--- Extracted information Enclosed Below ---

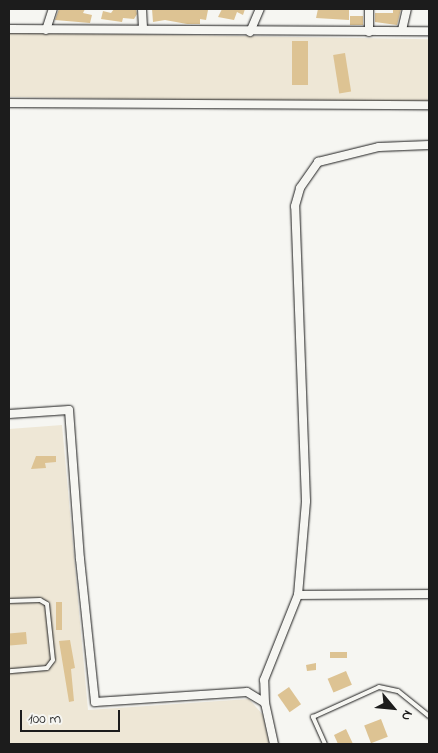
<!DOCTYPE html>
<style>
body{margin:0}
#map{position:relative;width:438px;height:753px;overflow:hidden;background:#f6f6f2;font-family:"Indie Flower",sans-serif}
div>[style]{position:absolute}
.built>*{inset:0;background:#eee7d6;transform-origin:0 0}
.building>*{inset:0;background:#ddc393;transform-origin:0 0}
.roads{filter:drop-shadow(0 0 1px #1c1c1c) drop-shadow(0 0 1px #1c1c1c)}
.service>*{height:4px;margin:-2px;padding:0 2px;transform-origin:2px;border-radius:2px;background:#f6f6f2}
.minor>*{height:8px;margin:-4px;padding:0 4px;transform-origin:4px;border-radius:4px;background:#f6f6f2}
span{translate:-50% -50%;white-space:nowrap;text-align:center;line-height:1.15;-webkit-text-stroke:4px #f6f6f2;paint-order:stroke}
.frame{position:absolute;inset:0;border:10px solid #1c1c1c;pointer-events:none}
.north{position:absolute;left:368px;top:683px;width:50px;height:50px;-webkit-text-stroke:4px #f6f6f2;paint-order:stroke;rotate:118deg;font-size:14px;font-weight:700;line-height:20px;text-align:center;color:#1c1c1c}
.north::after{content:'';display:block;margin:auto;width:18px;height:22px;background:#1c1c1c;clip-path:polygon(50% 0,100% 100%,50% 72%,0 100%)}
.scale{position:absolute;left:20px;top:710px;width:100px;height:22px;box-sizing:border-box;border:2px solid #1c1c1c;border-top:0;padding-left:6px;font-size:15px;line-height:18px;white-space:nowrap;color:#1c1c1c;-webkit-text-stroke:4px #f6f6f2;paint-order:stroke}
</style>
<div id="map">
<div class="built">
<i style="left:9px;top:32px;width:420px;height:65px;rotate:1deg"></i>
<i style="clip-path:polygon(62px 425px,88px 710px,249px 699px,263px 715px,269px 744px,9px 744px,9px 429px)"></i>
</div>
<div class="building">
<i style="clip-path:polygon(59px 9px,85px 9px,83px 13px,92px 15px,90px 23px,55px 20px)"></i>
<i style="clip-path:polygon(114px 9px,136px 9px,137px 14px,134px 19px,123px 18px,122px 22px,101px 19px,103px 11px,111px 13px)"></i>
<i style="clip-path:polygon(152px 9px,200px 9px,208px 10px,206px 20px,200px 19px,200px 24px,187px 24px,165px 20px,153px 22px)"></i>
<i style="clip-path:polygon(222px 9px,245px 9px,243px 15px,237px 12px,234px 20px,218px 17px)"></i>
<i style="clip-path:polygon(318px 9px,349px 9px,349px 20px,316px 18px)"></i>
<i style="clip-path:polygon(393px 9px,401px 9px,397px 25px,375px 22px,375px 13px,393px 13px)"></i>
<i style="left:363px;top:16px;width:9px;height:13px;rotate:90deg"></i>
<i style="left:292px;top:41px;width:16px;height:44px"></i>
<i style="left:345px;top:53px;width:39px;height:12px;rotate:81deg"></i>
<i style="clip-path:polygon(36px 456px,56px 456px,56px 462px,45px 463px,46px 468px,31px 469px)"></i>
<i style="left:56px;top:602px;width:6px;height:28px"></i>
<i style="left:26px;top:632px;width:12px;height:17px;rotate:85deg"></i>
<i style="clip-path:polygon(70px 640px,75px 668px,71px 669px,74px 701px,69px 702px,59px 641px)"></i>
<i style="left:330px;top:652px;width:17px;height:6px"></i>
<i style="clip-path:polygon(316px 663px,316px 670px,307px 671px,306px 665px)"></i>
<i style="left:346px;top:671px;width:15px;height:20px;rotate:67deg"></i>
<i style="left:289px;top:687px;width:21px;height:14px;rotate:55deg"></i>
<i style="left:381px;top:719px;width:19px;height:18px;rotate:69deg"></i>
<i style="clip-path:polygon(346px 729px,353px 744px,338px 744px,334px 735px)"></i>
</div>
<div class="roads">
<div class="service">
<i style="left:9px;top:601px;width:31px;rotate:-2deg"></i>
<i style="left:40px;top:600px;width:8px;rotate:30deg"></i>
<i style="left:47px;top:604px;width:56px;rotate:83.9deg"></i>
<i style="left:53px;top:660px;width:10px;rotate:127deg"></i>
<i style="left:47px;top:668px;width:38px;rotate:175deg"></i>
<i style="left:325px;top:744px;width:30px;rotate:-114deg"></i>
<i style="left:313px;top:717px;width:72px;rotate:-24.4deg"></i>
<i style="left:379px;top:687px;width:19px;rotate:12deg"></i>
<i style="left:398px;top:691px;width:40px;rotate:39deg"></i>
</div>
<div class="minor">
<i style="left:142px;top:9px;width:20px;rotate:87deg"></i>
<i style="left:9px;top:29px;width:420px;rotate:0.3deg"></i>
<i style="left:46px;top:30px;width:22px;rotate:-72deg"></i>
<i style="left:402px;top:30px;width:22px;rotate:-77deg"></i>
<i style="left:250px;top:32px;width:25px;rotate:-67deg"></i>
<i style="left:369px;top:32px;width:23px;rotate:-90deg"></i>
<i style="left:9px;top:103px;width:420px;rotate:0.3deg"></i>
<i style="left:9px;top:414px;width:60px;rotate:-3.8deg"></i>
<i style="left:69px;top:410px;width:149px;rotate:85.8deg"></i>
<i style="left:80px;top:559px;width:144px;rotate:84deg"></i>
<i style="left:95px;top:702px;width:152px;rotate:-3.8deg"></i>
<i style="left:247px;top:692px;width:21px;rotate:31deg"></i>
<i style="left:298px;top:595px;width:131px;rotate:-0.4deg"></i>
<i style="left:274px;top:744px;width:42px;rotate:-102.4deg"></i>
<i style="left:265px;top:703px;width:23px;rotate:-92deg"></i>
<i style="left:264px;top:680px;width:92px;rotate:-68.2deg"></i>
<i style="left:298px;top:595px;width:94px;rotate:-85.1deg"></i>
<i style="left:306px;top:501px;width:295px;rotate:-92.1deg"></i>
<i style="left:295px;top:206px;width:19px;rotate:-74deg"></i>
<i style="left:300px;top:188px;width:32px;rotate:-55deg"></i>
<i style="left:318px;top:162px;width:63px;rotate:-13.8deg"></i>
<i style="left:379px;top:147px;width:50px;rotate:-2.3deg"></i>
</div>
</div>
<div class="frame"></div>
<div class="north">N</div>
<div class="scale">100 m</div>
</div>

--- End of Enclosed Extracted information ---

Task to carry out: Filter the entries and copy out every line with the word "service".

Written answer:
.service>*{height:4px;margin:-2px;padding:0 2px;transform-origin:2px;border-radius:2px;background:#f6f6f2}
<div class="service">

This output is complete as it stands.